The record-keeping aspect is important to me. If I write a quick thought about a work when I share it on Mastodon, I want to record it permanently here. But a quick thought is not necessarily the same as a reflection, so the display should reflect that. What would my ideal UI look like for all this?

Looking, seeing

I took pictures of unremarkable sights because I thought, that might be interesting to paint. The corner of a skytrain station, the street I live on, the light out my window at sunset. Everything was suddenly interesting enough to examine and consider: could this be the subject of a painting?
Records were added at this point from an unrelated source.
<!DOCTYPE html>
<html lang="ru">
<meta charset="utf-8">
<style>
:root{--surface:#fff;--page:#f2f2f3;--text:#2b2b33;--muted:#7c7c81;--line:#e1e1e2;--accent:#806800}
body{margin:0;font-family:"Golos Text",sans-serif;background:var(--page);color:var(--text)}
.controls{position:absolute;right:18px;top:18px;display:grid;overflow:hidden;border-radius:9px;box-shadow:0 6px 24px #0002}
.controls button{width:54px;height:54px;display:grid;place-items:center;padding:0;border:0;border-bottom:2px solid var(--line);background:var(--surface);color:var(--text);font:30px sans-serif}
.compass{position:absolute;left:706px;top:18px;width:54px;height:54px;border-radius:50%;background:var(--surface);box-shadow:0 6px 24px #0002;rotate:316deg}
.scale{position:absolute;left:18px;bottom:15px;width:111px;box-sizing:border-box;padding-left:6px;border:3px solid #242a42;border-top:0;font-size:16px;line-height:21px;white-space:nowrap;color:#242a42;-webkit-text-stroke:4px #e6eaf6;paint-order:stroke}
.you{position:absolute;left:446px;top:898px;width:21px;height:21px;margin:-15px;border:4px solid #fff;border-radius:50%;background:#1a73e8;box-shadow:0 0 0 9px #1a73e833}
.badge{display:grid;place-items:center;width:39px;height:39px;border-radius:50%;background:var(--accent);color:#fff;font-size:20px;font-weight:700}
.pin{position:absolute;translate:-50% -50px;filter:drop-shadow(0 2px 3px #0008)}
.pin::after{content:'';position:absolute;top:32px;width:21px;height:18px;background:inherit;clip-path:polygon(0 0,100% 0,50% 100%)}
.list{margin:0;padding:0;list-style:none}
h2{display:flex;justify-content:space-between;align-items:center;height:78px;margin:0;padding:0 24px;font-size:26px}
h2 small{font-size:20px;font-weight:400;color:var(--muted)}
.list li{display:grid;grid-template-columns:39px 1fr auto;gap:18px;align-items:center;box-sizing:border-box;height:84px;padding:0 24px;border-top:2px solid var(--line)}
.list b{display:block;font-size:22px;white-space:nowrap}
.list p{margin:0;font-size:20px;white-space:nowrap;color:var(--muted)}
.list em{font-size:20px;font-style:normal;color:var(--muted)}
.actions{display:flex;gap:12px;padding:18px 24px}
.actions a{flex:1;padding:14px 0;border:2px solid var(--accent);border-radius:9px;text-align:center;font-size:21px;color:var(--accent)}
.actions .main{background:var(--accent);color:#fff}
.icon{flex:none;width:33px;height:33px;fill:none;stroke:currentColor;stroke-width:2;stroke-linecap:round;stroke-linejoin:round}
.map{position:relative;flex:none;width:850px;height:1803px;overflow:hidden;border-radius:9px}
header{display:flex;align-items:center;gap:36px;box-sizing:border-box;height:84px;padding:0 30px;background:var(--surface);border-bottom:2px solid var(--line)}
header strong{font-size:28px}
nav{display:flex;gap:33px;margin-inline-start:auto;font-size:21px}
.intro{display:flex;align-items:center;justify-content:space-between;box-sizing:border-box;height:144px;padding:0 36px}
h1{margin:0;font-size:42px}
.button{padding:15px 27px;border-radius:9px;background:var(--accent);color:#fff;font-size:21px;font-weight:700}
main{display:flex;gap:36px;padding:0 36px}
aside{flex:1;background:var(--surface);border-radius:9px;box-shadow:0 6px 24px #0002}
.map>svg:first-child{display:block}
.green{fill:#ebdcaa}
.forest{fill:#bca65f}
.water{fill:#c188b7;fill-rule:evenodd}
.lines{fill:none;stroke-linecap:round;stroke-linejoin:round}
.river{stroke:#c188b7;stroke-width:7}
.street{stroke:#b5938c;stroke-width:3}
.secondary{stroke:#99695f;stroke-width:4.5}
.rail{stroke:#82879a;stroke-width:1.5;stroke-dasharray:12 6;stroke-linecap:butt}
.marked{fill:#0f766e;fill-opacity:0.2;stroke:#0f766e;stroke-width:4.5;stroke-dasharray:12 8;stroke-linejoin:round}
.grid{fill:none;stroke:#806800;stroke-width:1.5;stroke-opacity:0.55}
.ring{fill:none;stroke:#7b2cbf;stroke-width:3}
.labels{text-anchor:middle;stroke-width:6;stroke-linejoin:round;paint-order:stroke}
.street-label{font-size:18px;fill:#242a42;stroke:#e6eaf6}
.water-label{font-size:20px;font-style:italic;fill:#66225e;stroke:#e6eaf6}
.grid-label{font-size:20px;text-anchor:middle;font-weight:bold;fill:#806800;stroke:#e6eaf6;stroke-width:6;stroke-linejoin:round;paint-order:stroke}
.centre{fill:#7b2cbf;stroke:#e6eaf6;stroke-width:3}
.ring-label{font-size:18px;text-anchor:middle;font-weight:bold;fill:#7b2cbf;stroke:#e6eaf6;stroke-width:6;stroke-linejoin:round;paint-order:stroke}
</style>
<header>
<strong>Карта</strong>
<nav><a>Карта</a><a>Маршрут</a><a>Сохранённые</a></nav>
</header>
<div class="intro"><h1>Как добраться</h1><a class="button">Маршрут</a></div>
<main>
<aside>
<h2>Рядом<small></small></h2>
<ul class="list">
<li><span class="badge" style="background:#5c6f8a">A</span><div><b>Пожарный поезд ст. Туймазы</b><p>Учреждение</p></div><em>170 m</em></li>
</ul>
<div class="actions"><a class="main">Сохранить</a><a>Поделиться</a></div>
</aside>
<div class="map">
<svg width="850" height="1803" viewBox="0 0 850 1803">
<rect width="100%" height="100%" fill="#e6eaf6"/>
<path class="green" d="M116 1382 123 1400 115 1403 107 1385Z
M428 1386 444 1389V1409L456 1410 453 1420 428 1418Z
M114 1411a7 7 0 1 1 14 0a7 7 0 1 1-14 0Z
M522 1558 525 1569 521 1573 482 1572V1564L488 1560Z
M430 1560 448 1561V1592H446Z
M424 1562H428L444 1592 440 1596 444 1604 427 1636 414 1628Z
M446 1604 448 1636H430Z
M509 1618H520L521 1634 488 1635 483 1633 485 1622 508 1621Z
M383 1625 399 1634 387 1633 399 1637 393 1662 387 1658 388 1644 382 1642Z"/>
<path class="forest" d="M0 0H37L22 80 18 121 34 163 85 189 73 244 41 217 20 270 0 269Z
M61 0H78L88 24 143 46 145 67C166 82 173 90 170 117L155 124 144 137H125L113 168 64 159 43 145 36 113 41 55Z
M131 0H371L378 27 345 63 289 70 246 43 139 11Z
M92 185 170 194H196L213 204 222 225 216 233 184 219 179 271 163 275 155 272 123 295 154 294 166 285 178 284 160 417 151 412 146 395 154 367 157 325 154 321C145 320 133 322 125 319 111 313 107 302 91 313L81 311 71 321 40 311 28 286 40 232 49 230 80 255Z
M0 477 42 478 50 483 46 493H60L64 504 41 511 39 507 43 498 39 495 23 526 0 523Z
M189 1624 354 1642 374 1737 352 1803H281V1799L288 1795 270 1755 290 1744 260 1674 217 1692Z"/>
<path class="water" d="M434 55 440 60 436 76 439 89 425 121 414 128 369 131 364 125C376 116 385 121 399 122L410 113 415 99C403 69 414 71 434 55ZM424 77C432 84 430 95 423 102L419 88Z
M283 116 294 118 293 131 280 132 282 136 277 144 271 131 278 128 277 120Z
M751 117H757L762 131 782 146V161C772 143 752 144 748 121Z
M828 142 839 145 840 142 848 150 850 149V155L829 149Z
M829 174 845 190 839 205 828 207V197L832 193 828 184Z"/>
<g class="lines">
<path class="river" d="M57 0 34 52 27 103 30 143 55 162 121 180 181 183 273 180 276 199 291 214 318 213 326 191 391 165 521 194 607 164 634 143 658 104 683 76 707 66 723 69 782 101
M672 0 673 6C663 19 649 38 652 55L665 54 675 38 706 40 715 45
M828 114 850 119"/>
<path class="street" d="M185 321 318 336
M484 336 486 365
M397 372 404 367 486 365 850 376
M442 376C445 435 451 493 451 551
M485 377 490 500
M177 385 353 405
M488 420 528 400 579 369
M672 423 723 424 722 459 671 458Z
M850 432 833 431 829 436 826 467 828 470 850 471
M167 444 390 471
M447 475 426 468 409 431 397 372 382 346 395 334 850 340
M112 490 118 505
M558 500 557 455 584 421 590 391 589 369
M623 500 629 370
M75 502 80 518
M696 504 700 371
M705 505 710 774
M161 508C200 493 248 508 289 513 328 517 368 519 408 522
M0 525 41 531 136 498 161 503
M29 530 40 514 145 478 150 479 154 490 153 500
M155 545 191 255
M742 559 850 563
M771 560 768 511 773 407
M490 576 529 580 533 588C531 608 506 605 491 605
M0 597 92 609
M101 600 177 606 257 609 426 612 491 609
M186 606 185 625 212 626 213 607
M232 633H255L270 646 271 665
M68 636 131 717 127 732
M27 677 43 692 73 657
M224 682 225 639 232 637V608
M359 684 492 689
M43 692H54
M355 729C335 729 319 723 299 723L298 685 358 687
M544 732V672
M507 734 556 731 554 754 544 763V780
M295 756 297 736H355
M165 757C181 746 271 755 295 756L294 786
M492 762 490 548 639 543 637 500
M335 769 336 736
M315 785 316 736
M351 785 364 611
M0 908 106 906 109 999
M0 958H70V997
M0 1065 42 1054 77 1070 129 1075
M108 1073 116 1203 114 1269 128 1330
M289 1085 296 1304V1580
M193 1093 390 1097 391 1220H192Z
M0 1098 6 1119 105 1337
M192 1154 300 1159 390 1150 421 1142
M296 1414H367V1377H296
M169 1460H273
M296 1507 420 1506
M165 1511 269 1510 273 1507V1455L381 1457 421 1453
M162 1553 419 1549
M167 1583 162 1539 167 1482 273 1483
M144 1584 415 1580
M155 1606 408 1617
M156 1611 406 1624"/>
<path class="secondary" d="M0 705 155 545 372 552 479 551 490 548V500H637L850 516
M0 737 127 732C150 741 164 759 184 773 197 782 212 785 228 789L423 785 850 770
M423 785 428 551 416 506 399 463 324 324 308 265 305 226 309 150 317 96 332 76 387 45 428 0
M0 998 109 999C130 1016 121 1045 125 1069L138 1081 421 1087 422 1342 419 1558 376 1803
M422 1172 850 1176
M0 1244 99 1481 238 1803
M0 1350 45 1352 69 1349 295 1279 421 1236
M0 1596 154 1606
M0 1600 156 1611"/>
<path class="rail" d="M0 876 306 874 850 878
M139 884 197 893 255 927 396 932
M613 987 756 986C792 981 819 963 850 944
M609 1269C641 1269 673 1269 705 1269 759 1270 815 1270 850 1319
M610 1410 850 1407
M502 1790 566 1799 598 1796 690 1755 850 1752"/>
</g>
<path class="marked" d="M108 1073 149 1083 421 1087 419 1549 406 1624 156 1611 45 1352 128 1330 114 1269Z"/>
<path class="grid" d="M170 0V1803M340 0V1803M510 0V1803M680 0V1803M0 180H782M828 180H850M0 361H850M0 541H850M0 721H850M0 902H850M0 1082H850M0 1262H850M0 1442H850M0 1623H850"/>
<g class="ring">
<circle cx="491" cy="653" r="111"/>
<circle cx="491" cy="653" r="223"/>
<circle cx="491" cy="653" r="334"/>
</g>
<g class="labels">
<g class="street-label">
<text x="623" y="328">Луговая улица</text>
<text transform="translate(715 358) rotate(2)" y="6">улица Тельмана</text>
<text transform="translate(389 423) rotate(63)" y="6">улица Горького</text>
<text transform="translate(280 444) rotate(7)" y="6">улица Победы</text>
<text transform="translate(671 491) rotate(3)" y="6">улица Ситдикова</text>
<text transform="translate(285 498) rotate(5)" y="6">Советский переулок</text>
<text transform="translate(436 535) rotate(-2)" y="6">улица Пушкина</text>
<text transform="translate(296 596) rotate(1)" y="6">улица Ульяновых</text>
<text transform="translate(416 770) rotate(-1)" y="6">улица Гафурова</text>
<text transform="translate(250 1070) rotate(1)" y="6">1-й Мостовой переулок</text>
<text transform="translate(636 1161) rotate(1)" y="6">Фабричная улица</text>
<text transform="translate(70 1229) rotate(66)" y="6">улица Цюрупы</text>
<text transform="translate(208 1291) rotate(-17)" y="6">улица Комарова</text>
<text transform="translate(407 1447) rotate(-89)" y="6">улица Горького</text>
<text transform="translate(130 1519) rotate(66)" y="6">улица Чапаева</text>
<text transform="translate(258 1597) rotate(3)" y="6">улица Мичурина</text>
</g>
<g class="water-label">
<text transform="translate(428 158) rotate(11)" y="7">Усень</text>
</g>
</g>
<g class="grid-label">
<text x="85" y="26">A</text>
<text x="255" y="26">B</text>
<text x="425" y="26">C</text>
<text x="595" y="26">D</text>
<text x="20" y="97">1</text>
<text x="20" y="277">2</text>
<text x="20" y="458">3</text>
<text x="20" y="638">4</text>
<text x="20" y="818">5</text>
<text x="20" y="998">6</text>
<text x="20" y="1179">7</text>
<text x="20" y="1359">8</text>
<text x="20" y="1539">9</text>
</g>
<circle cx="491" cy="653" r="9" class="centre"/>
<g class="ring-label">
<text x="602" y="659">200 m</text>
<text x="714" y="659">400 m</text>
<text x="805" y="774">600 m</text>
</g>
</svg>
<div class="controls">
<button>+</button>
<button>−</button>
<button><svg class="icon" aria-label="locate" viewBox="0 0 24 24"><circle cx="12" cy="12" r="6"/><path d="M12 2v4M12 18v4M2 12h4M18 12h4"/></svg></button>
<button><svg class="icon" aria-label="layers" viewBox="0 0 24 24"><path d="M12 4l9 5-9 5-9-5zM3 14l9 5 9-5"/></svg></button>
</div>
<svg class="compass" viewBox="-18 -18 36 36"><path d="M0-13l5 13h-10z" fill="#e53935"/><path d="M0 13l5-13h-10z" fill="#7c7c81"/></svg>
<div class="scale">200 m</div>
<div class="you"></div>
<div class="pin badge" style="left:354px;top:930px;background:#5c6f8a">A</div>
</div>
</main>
I’ve mentioned this post before, but I think about it all the time:

the difference between you and a zoologist or you and a botanist is that the botanist, when she looks at a flower, has a question in mind. She’s trying to generate questions. For her the flower is the locus of many mental threads, some nascent, some spanning her career. […] That’s the promise: you will live more curiously if you write. You will become a scientist, if not of the natural world than of whatever world you care about. More of that world will pop alive. You will see more when you look at it.

— James Somers, More People Should Write

Extrapolating from zoölogy and writing to art, but you know what I mean. When I went looking for interesting sights, I saw more.


Poems

are these results useful?

I want to know what
I’m talking
about. I can’t wait to see
what I’m doing.

9 years ago, 20 years ago
9 years old, 20 years old, I want to
know what I want

100%! 100%! 1%!
I’m here! I’m here! I’m here!
I want to know what
I want to know

What is the meaning of the word?
Sorry to bother you
I’m in love with you

Sorry! Sorry! Sorry. Sorry.

Google Lens translation of an espresso carton. The text is korean, but the translation goes from Japanese to English, resulting in oddly poetic nonsense text.

stray notes

  • the vibe, header design, structure, and subheadings are based on, of course, the new yorker. the idea to imitate it came from covers of the tokyoiter, the parisianer, the home stayer, and other such variants.
  • an example of an actually interesting weeknote format: #9 was a comic. this is what i mean by experimenting!
  • more boringly, i think it’d be fun to have different styling for posts, like different fonts and colours; e.g. my 2023 media recap post is completely custom. i want to do more of that! there are too many cool fonts out there.
  • the poem is from the back of a korean espresso coffee thing i found at the store, which i tried to google translate, except it translated it from japanese to english, to very curious results. at first i thought it was funny, and then i looked at it a bit more and thought it was charmingly poetic. my transcription here is a poor man’s imitation—the charm is lost in translation, you could say, the raw language of floating blocks of text to the rigid structure of paragraph text that i write in markdown.
  • fonts used (i am sorry about how many i am loading): tiempos text and headline by klim, neue montreal and hatton by pangram pangram.
  • i spent a bit of time trying to figure out how to work in a diaeresis—“a punctuation mark that goes over the second vowel and indicates that it forms a separate syllable”—which is just, silly and very new yorker, and i absolutely had to include one. but how to fit in the word naïve? coöperative? reëlect? and then i realized as i was doing a final read through that the James Somers quote includes the word zoölogist. perfect!!